A realistic model for knowledge management

However alluring LLMs may seem, we still need the conventional foundations of enterprise knowledge management to fire. I’ve written about this topic extensively, but here’s a three-point, prescriptive summary. 

  1. Go beyond team collaboration tools. The COVID-19 pandemic induced a remote work revolution and ensured that almost all teams have access to modern collaboration tools like Teams, Zoom, Workspace by Google or Office 365. But, many companies still ignore platforms that help individuals network across teams, much like they’d do on LinkedIn and Facebook. In companies where such platforms exist, they often suffer the poor usability and high friction that enterprise software is notorious for. Companies need usable enterprise social networks that provide a delightful user experience to facilitate the socialization phase in the SECI model.

  2. Decentralize knowledge curation. The more permissions people have to seek, the harder it is for individuals and groups in a company to curate knowledge. Not only does it make it hard for these groups to build something as fundamental as a team handbook, but it’s also harder to represent collective knowledge for the benefit of others. Invest in a knowledge platform where individuals and teams can organize what they know, in an information hierarchy that makes sense to them. 

  3. Employ machine intelligence, but don’t forget the humans. If you succeed at helping people prop up these decentralized “sites” or spaces on your knowledge platform, you’ll surely benefit from machine intelligence. Be it more conventional enterprise search or cutting-edge LLMs, you’ll benefit from their ability to combine different sources of knowledge to offer you contextual information. This said you can’t do away with humans altogether. You’ll need community managers or practice leads to keep fine-tuning their knowledge bases. Curators at the company level are essential to fine-tune search engines and LLMs, and to ensure that your knowledge platform is “browsable and navigable.” Again, creating this support structure with real people isn’t seductive, but it’s essential!

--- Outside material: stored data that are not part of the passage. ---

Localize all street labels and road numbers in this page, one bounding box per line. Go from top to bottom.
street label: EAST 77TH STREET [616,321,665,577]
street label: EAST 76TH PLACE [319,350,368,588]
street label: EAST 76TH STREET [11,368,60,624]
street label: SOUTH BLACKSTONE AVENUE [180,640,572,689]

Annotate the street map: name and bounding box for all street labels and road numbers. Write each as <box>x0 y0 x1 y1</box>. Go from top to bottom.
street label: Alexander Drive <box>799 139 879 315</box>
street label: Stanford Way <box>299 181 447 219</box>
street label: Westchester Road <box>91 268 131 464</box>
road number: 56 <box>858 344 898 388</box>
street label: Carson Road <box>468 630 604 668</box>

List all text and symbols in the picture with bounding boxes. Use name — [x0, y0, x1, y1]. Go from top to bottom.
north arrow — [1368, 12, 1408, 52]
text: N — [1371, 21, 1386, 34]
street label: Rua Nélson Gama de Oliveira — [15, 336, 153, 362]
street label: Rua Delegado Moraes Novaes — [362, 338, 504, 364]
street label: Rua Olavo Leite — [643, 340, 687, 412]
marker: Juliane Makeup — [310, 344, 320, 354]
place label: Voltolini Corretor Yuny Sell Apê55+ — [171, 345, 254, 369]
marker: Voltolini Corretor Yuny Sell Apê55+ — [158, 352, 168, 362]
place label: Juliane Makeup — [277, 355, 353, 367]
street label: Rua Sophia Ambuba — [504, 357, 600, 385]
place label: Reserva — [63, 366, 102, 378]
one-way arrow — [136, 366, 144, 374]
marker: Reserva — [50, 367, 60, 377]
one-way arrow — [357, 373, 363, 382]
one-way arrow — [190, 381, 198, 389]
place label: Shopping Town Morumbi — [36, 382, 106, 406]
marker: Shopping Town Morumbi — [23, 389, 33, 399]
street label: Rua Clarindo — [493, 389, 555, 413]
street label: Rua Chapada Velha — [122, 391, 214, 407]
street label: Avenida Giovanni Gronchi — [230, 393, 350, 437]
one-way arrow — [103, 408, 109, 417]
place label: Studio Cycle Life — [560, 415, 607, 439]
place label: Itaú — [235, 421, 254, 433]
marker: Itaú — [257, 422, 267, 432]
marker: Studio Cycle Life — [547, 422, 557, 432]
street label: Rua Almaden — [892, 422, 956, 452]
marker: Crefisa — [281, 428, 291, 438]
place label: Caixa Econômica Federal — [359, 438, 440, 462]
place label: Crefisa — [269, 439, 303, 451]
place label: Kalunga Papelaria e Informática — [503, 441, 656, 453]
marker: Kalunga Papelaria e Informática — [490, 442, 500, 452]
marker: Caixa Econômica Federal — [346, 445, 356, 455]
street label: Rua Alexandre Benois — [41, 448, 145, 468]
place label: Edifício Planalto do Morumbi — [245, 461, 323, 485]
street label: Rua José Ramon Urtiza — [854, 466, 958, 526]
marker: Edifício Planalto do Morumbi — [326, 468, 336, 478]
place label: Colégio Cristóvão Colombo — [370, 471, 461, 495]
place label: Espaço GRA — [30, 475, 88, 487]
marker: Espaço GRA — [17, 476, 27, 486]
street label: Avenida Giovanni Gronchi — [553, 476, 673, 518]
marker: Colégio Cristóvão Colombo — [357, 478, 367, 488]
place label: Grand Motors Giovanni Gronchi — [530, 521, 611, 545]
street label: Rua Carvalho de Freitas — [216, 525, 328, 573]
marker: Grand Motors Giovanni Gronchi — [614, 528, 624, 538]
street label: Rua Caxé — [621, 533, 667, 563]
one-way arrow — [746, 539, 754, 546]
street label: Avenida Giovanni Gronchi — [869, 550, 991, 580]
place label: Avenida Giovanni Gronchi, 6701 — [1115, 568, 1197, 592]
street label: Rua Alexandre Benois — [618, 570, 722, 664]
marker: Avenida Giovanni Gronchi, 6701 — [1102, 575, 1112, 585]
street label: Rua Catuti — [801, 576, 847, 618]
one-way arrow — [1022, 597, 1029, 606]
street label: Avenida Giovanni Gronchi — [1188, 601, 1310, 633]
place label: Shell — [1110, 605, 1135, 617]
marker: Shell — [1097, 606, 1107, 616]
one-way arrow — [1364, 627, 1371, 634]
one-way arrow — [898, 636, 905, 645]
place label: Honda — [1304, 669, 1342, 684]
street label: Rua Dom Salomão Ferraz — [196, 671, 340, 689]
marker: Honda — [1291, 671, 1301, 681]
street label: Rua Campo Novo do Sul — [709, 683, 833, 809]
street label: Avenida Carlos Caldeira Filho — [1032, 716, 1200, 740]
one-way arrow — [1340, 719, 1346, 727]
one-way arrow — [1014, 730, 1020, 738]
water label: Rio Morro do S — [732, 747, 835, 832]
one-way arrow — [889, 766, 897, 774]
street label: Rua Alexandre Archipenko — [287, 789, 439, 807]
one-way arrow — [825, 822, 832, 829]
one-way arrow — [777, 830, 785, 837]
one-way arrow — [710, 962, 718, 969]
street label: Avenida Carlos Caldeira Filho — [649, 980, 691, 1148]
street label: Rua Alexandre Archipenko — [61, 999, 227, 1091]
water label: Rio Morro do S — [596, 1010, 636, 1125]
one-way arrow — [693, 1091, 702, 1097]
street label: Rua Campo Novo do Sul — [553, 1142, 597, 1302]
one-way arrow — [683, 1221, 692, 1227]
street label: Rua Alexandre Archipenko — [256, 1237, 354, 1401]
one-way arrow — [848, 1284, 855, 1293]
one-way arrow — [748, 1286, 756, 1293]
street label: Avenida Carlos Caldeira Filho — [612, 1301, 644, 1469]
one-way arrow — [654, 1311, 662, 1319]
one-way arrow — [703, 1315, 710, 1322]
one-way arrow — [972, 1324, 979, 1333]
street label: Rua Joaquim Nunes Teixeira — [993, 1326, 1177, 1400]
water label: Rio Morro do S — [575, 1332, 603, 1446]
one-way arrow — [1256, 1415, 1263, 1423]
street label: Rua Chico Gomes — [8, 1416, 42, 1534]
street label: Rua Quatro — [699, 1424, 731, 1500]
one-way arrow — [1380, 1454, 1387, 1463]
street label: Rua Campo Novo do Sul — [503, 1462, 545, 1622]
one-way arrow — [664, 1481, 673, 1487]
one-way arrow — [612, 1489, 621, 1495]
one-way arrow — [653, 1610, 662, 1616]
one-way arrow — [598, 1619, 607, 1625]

I understand if you think I’m still stuck in a time warp as I recommend such conventional solutions. But let me be honest. I’m happy to be wrong. If LLMs can be a shortcut where after some initial training, companies can manufacture knowledge with zero effort, then what’s not to like? The way things stand today though, I don’t see such solutions outside the realms of scratchy proofs-of-concept that look great in labs, but have zero utility in global, distributed firms. So unless you’re holding out for a science-fiction future, you may need to sort out the fundamentals of knowledge management first.

In summary, I’d urge CTOs and directors of knowledge management at corporations to think about each stage of knowledge conversion in the SECI model. Even if you read this article, a decade after I’ve written it, the model will probably hold good. If machine intelligence plays a part in each stage, that’ll be amazing, but I’m certain it’ll result from conscious design and not lazy accidents. And while machine intelligence matures, what does your company’s knowledge and collaboration platform look like? That’s a good question to ponder over.